---
title: Contributing to vm-system
description: How to contribute: layer ownership, testing strategy, test inventory, review checklist, and debugging.
doc_version: 1
last_updated: 2026-07-02
---


This page covers everything you need to make changes to vm-system safely:
where code belongs, how to test it, what reviewers look for, and how to
debug when things break.

If you haven't run vm-system yet, start with `vm-system help getting-started`
and come back here when you're ready to change code.
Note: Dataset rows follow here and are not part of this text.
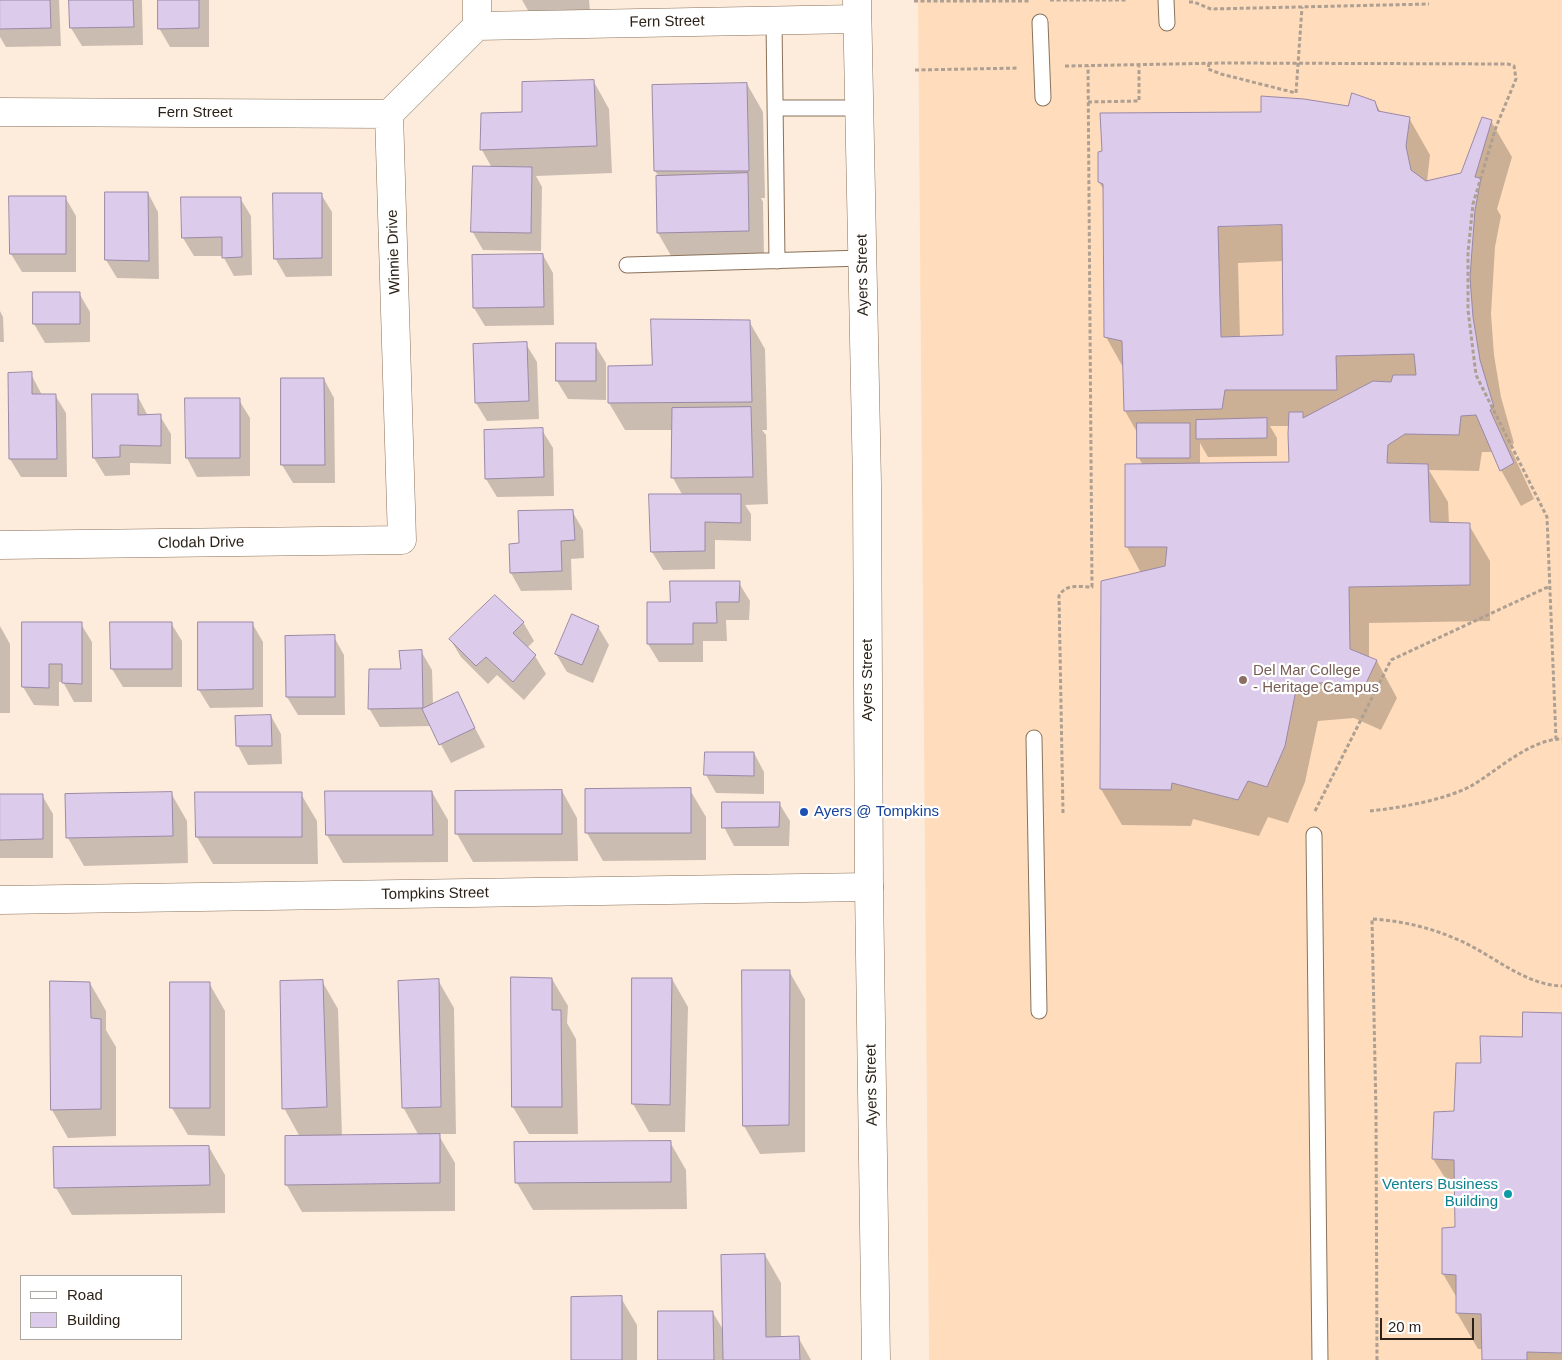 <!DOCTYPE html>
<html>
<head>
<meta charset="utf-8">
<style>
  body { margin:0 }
  #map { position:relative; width:1562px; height:1360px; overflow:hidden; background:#fdecdc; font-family:Arial,sans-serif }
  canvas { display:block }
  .legend { position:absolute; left:20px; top:1275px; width:162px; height:65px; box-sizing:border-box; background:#fff; border:1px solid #aba7a3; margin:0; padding:6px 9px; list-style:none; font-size:15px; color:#2c2218 }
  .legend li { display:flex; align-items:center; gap:10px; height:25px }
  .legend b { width:25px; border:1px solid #aba7a3 }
  .scale { position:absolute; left:1380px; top:1318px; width:94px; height:22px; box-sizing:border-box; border:2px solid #2c2218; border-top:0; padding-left:6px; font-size:15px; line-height:18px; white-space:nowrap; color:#2c2218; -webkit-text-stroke:4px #fff; paint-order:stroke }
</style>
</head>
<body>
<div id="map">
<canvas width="1562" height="1360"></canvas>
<ul class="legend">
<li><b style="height:6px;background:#fff"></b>Road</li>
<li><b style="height:14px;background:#ddcbeb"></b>Building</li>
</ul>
<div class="scale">20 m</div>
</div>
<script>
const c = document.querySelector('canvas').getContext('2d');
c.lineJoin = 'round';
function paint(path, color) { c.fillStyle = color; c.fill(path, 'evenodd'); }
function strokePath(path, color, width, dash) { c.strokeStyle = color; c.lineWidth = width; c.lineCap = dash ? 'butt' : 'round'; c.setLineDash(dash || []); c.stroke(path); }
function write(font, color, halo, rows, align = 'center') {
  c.font = font + ' Arial,sans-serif'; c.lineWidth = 4.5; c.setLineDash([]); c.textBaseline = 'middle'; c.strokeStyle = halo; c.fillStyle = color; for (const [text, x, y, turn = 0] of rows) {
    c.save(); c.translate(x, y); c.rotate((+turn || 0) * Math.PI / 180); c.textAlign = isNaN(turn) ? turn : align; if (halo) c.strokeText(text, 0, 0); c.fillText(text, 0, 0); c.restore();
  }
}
const built = new Path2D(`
  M918,0H1562V1360H929Z`);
const shadow = new Path2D(`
  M0,0H59L61,46L6,47L0,37Z
  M70,0H142L143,45L82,46L71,28Z
  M159,0H209V47H170L159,28Z
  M522,0H589L590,12L530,14Z
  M594,82L609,109L612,173L536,176L542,187L541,251L483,250L472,231L492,168L482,150L523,113Z
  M747,84L763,112L765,198H761L763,202L764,258L674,261L658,233L657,177H659L655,171Z
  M1375,102L1381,113L1409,118L1430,155L1427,182L1462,174L1491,121L1512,157L1497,209L1501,216L1495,247L1491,314L1494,355L1501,397L1514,443L1510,447L1534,499L1521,506L1501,470L1493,452H1482L1479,471L1429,470L1448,502L1449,524L1469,525L1490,561V621L1369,623V658L1377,661L1397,698L1381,730L1354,718L1318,721L1305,782L1288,823L1268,817L1259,836L1193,819L1191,826L1122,825L1101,789L1141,573L1127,547L1143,465L1138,457V434L1125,411L1124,369L1106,337L1105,192L1099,182L1262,114L1349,107ZM1284,261V336L1240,337L1238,263ZM1270,426H1289L1290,463L1200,464V443L1208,457L1277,456V438Z
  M148,193L158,212L159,279L117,278L106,260Z
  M321,194L332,212V276L286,277L275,258Z
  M65,197L76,216V272H22L11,254Z
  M240,198L251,216L252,275L234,276L223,256H194L183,238Z
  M543,255L553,273L554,325L485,326L474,308Z
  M79,293L90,312V342L45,343L34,324V294Z
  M0,311L3,317L4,342H0Z
  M749,321L765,349L767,430H762L766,435L768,504L745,505L751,514V541L715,540V569L663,570L652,552L683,496L673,478V430H625L609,403L653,366Z
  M526,344L537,362L539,419L487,421L476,403Z
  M595,345L606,363V400L568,399L557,381Z
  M31,374L42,395H55L66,413L67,477H21L10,459Z
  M324,379L334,398L335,483H293L282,465Z
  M137,395L148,416H160L171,434V464L130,463V475L105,476L94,458Z
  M186,400H239L250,418V476L197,477L187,458Z
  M542,430L553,448L554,496L497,497L486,479Z
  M572,511L583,530L584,558L571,559L572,590L521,591L511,573L521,544Z
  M739,583L750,601L749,620H726L727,641H703V662H659L648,644L671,603Z
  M523,622L534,641L527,648L535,656L546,674L524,700L497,675L488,684L461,657L450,639Z
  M171,623L182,641V687H123L112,669Z
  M252,623L263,642V707L210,708L199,690Z
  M81,624L92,642V702H74L63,682H59V706L34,705L23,687Z
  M0,626L10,644V713H0Z
  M598,627L609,645L593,683L567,672L556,654Z
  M334,637L344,655L345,715H298L287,697Z
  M421,651L432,670L433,705L457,694L485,747L451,763L431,726L380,727L369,708Z
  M271,716L281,734L282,764L248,765L238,746L236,717Z
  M754,753L764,772V794L716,793L706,775Z
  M587,790H690L706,817V860L603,861L587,833Z
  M562,791L577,818L578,861L473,862L457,834L456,792Z
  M432,792L448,820V862L343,863L327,835V793Z
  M171,793L187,821L188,863L84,866L68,838Z
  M301,794L317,821L318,864H213L197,837Z
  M42,795L53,814V858H0V796Z
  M779,803L790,821L789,846H734L724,827Z
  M743,971H789L805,999V1152L760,1154L744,1126Z
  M552,979L568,1006L567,1023L576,1039L578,1134H529L513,1107Z
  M672,979L688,1007L685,1132H649L633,1104Z
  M438,980L454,1008L456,1134H438L455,1163V1211L302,1212L286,1184L300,1137L284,1108L322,981L338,1009L342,1137L419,1136L403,1107Z
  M52,983H90L106,1011V1030L116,1047V1136L68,1138L52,1110Z
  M209,983L225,1011V1136L188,1135L172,1108Z
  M1562,1014V1360H1483V1349H1478L1457,1313V1298L1443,1274L1456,1229V1195L1433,1159L1455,1113L1482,1064Z
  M670,1142L686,1170L687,1209L533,1210L517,1183Z
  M209,1147L225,1175V1213L72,1215L56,1188Z
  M765,1255L781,1283V1338L798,1337L811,1360H659L713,1313L724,1331Z
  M621,1298L637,1325V1360H572Z`);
const building = new Path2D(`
  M0,0H50L51,28L0,29Z
  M69,0H133L134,27L70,28Z
  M158,0H199V28L158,29Z
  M594,80L597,146L480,150L481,113L522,112V82Z
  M747,83L749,171H654L652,85Z
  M1352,93L1375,101L1378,111L1410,117L1406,146L1411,170L1426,181L1461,173L1482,117L1492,120L1475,177L1481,178L1475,210L1470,277L1473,317L1480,360L1494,407L1490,410L1514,463L1500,471L1476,415L1461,416L1459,435L1405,434L1388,445L1387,463L1428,464L1430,522L1470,523V585L1349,587L1350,649L1377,660L1361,694L1332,682L1297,685L1285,746L1267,787L1248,781L1238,800L1172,783L1171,790L1100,789L1101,581L1165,566L1167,547H1125V464L1289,462L1288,434L1289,412H1303V418L1373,381L1391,382L1393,375H1416L1414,354L1336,356L1337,390H1225L1222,409L1124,411L1122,341L1104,337L1103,184L1098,182V152L1102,151L1100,113L1261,112V96L1304,99L1348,106ZM1282,225L1283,335L1221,337L1218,227Z
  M473,166L532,167L531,233L471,232Z
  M748,173L749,231L657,233L656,176Z
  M105,192H148L149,261L105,260Z
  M273,193H322V258L274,259Z
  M9,196H66V254H10Z
  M181,197H241L242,257L222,258V237L182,238Z
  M543,254L544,307L473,308L472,255Z
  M33,292H80V324H33Z
  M651,319L750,320L752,402L608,403V366L652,365Z
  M527,342L529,401L475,403L473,344Z
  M556,343H596V381H556Z
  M32,372V394H56L57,459H9L8,373Z
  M281,378H324L325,465H281Z
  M92,394H138V415L161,414V446L120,445V457L93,458Z
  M185,398H240V458H186Z
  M751,407L753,477L671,478L672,408Z
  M1267,418V438L1196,439V420Z
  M1137,423H1190V458H1137Z
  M543,428L544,477L485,479L484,430Z
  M649,494H741V523L705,522V551L651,552Z
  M573,510L575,540L561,541L562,571L510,573L509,544L519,543L518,511Z
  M670,581H740L739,602H716L717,623H693V644H647V602H670Z
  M495,595L524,622L513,633L536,655L513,682L486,657L476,666L449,639Z
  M572,614L599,626L582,665L555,654Z
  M22,622H82V684L62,683V664H49V688L22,687Z
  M110,622H172V669H111Z
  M198,622H253V689L198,690Z
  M335,635V697H286L285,636Z
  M422,650L423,708L368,709L369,669H401L399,651Z
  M458,692L475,728L439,745L422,709Z
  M271,715L272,746H236L235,716Z
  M705,752H754V776L704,775Z
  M691,788V833H585V789Z
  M562,790V834H455V791Z
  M325,791H432L433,835H326Z
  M172,792L173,836L66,838L65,794Z
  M195,792H302V837H196Z
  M0,794H43V839L0,840Z
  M722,802H780L779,827L722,828Z
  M742,970H790L789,1125L743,1126Z
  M511,977L552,978V1010H561L562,1107H512Z
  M632,978H672L670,1105L632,1104Z
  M439,979L441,1107L402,1108L398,981Z
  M323,980L327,1107L282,1109L280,981Z
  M50,981L90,982L91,1018L101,1019V1109L51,1110Z
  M170,982H210V1108H170Z
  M1523,1012L1562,1013V1353L1527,1352V1360H1482L1481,1314L1456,1313V1275L1442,1274V1228L1455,1227L1454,1160L1432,1159L1434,1112L1454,1111L1456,1063H1481L1480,1036L1522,1037Z
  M440,1134V1183L285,1185V1136Z
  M671,1141V1182L515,1183L514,1142Z
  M209,1146L210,1185L54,1188L53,1147Z
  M765,1254L766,1337L799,1336L800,1360H723L721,1255Z
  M622,1296V1360H571V1297Z
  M658,1311H713L714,1360H658Z`);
const path = new Path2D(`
  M1050,0H1126
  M914,1H1029
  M1189,2H1194L1211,9L1429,4
  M1209,63L1208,69L1221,74L1296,93L1302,7
  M1065,66L1225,63L1508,64L1514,66L1516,79L1496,127L1473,204L1468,252V310L1476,375L1547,517L1556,739
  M915,70L1019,68
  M1088,102L1139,101V65
  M1315,811L1391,660L1550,586
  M1370,811C1399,808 1445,800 1471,786C1497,771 1530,739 1562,739
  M1063,813L1059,596C1066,583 1079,587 1092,587L1088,66
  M1377,1360L1376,1113L1372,919C1404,921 1432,928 1461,941C1494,956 1525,985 1562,986`);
const lane = new Path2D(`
  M1166,0L1167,23
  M774,20L777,261
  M1040,22L1043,98
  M775,108H860
  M627,265L863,258
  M1034,738L1039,1011
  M1314,835L1320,1360`);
const street = new Path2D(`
  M477,26L857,19
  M0,112L389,114
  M0,545L402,540L389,114L477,26V0
  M0,900L869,887`);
const secondary = new Path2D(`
  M857,0L867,483L869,887L876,1360`);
const markers = [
  [1243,680,5,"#8d6e63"],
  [804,812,5,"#1a4fb4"],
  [1508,1194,5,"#0f9aa8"]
];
const streetNames = [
  ["Fern Street",667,22,-1],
  ["Fern Street",195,113],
  ["Winnie Drive",394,252,-92],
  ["Ayers Street",863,275,-91],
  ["Clodah Drive",201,543,-1],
  ["Ayers Street",868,680,-90],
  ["Tompkins Street",435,894,-1],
  ["Ayers Street",872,1085,-91]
];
const educationNames = [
  ["Del Mar College",1253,671],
  ["- Heritage Campus",1253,688]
];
const transitNames = [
  ["Ayers @ Tompkins",814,812]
];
const cultureNames = [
  ["Venters Business",1498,1185],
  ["Building",1498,1202]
];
paint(built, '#ffddbc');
paint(shadow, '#0003');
paint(building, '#ddcbeb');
strokePath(building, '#9a89a6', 1);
strokePath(lane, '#8a7159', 17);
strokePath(street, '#8a7159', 29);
strokePath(secondary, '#8a7159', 29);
strokePath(path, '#ad9f91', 3, [4, 2.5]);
strokePath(lane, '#fff', 15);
strokePath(street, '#fff', 28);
strokePath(secondary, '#fff', 28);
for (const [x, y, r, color] of markers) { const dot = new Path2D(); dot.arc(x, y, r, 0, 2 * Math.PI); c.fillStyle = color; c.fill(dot); strokePath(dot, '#fff', 2); }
write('15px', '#2c2218', '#fff', streetNames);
write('15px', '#785e54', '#fff', educationNames, 'left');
write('15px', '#164399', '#fff', transitNames, 'left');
write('15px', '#0d838f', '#fff', cultureNames, 'right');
</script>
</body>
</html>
## Where does my change go?

vm-system has clean layer boundaries, and respecting them is the most
important thing you can do for code quality. Before writing code, figure out
which layer owns the behavior you're changing:

- **HTTP shape, status codes, request validation** →
  `pkg/vmtransport/http` (`server*.go`). This is where JSON is decoded,
  fields are validated, and domain errors are mapped to HTTP status codes.
- **Domain orchestration and policy** →
  `pkg/vmcontrol` (`*_service.go`, `core.go`). Business rules like "what
  defaults does a new template get?" and "is this file path safe?" live here.
- **Runtime semantics, goja execution** →
  `pkg/vmsession` and `pkg/vmexec`. This is where JavaScript actually runs,
  where the console shim captures output, and where execution locks are
  managed.
- **Persistence and schema** →
  `pkg/vmstore` (`vmstore*.go`). All database queries and schema definitions.
- **CLI output and UX** →
  `cmd/vm-system` (`cmd_*.go`). Flag parsing, output formatting, and help
  text.
- **REST client** →
  `pkg/vmclient` (`*_client.go`). The typed HTTP client used by CLI commands.
- **Web serving bridge** →
  `internal/web` (`spa.go`, `publicfs_*.go`, `generate.go`). API/static
  composition, embed loading, and frontend asset generation.
- **Frontend app** →
  `ui/` (Vite + React + RTK Query). Browser UI and API client behavior.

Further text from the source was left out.